John Brewer wrote in today with information about the musical culture of unreduced articles:
You might be interested to know that since at least the middle of the 1980's a usage has obtained among comparatively obscure bands usually playing in a style that revives the so-called "garage rock" of the mid '60's to use "Thee" rather than "The" in the name of the band. Thee Headcoats may have been the first prominent (within a small cult audience) example. A few minutes' Googling turns up Thee Hypnotics, Thee Minks, Thee Exciters (billed as "Southampton, England's answer to the White Stripes"), Thee Flying Dutchmen, Thee Lordly Serpents, and a number of others, along with a bar in San Francisco called Thee Parkside (www.theeparkside.com) where bands of that genre sometimes play live. In my limited experience, "Thee" is usually pronounced unreduced, like the second-person singular pronoun of the same spelling.
John also explains the origin of this meme: Thee Midnighters wanted to avoid brand confusion with The Midnighters:
My best guess is that the original inspiration for this usage was Thee Midniters, who came out of East L.A. circa 1964. (They may have recorded the first version of "Land of 1000 Dances," but you are more likely to have heard one of the subsequent versions by Cannibal and the Headhunters or Wilson Pickett.) I'm not aware of any other uses before the mid '80's revival, but I can't claim my knowledge is exhaustive. An interview with Little Willie G. of Thee Midniters (reproduced here: http://www.victoryoutreach.org/News/latimes.htm if you scroll down to the first article), says that they picked the distinctive spelling to avoid confusion with Hank Ballard and the Midnighters.
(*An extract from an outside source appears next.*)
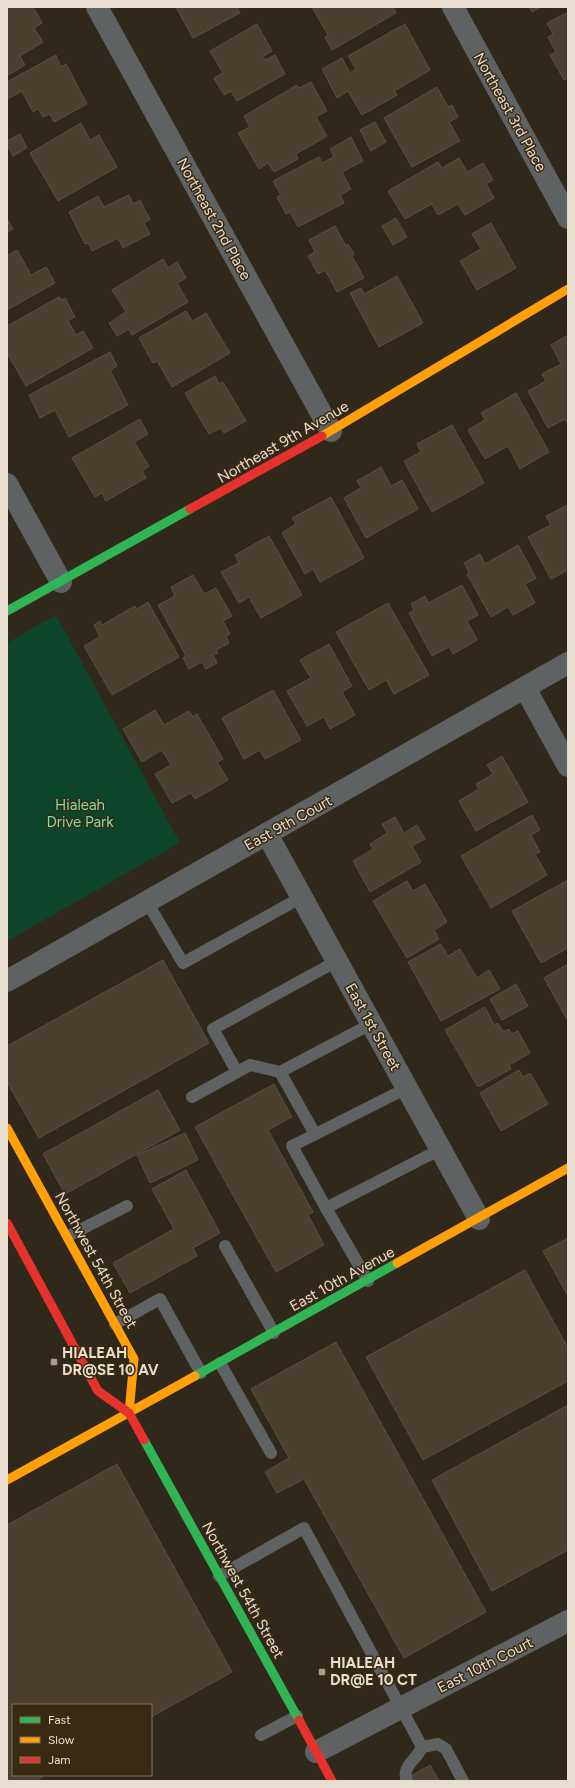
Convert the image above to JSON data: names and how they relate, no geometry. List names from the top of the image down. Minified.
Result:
{"streets":{"street":["Northeast 3rd Place","Northeast 2nd Place","Northeast 9th Avenue","East 9th Court","East 1st Street","Northwest 54th Street","East 10th Avenue","East 10th Court"]},"crossings":[["Northeast 2nd Place","Northeast 9th Avenue"],["East 9th Court","East 1st Street"],["East 1st Street","East 10th Avenue"],["Northwest 54th Street","East 10th Avenue"],["Northwest 54th Street","East 10th Court"]],"parks":["Hialeah Drive Park"],"places":{"transit":["HIALEAH DR@SE 10 AV","HIALEAH DR@E 10 CT"]},"legend":["Fast","Slow","Jam"]}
Finally, it seems that there's at least one other subculture of "thee":
A similar usage is often employed by Psychic TV and affiliated persons or entities in the titles of albums and songs (e.g. "Beyond Thee Infinite Beat"); I'm not sure why -- they really don't fit in with the garage rock scene, and also tend to use "ov" instead of "of." It appears to have something to do with an occult belief in the "magickal power of language." See http://www.topy.net/faq.html.
David Beaver tells us about a band that elevates the ordinary definite article orthography to full nounhood:
...somewhere I have an LP by The The, or the The The as I like to call them when I meet someone as minutiae minded as me and need to start an argument.
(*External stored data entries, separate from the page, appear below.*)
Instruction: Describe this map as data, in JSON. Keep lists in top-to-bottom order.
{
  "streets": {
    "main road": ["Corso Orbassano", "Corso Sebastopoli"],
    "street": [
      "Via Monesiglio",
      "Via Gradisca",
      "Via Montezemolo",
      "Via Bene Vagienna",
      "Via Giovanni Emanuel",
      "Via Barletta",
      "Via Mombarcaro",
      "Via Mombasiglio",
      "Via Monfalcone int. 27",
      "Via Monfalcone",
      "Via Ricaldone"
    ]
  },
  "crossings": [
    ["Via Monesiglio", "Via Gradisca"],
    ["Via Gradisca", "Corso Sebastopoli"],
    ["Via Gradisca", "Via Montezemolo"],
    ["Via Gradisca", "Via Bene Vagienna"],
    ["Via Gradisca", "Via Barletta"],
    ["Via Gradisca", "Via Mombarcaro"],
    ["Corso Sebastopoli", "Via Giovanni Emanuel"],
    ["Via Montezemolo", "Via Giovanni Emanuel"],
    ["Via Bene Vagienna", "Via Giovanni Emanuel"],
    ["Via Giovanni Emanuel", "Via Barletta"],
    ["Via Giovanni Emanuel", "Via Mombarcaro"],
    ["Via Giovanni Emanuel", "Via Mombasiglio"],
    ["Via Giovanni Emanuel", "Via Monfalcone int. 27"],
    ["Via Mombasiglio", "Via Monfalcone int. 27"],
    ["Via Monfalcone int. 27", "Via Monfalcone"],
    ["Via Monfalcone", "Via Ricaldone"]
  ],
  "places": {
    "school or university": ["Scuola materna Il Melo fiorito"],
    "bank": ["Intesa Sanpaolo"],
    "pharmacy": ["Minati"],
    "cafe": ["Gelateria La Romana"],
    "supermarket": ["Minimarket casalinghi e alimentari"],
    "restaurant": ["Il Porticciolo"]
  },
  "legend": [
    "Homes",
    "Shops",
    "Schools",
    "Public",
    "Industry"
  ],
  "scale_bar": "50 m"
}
But their newsletter-style website ("This is the The day"), as well the logo sprinkled around their pages (at right), suggests that it's really "the The" or conceivably "the the The". Right?
[Update: Cameron Majidi emailed
I've always thought that the main reason for this (aside from garage-rock tradition) was to ensure that the band's records would be alphabetized under T.Also worth bringing up in this context is the most outrageous such band name: Thee Michelle Gun Elephant. TMGE were the best Japanese rock band of the 90s. (I understand they broke up within the past couple of years.) They also had the silliest name of any Japanese rock band, and standards of silliness run very high in the J-Rock scene.
A friend who lives in Tokyo was able to give me the scoop on the name. Evidently they'd intended to name themselves Machine Gun Etiquette, after the classic 1979 album by The Damned. But due to a classic bit of bilingual mondegreenism, they ended up as Michelle Gun Elephant. This story doesn't explain how the "Thee" got tacked on to the beginning, but they probably admired bands such as Thee Headcoats, and figured that's how the cool kids do it.
OK, now I need to know: how many other band names are Mondegreens?]
[Update: Joe Gordon points out that Nick Leggatt's Origins of Band Names page says that "Prefab Sprout" may be a mondegreen for "pepper sprout" (but also maybe not), and that Aerosmith "may or may not have taken their name from the 1925 novel by Sinclair Lewis 'Arrowsmith'" (thought that would be more of an eggcorn than a mondegreen, even if true). Joe also points to this other band name page, which seems to be larger but is not so easy to search. However, on the first page I read that CKY is not (as I might have thought) from Cocke-Kasami-Younger (as the parsing algorithm is), nor from "Charlotte Katia York" (as an earlier item had claimed) but rather from Camp Kill Yourself... ]
[Update 10/10/2006 (yes, really!) -- J. Alexander writes:
Re: your July 27 (my birthday, coincidentally. And yes, you did need to know that) 2005 post on Language Log, I've found a band from some time between 1963 and 1966 called "Thee". Unfortunately my only source is the blog post here (third track). If you're still interested in this it might be worth checking around for in your secret linguist societies or whatever it is you have. :)
And thanks for that post, that phenomenon had been bugging me for a while.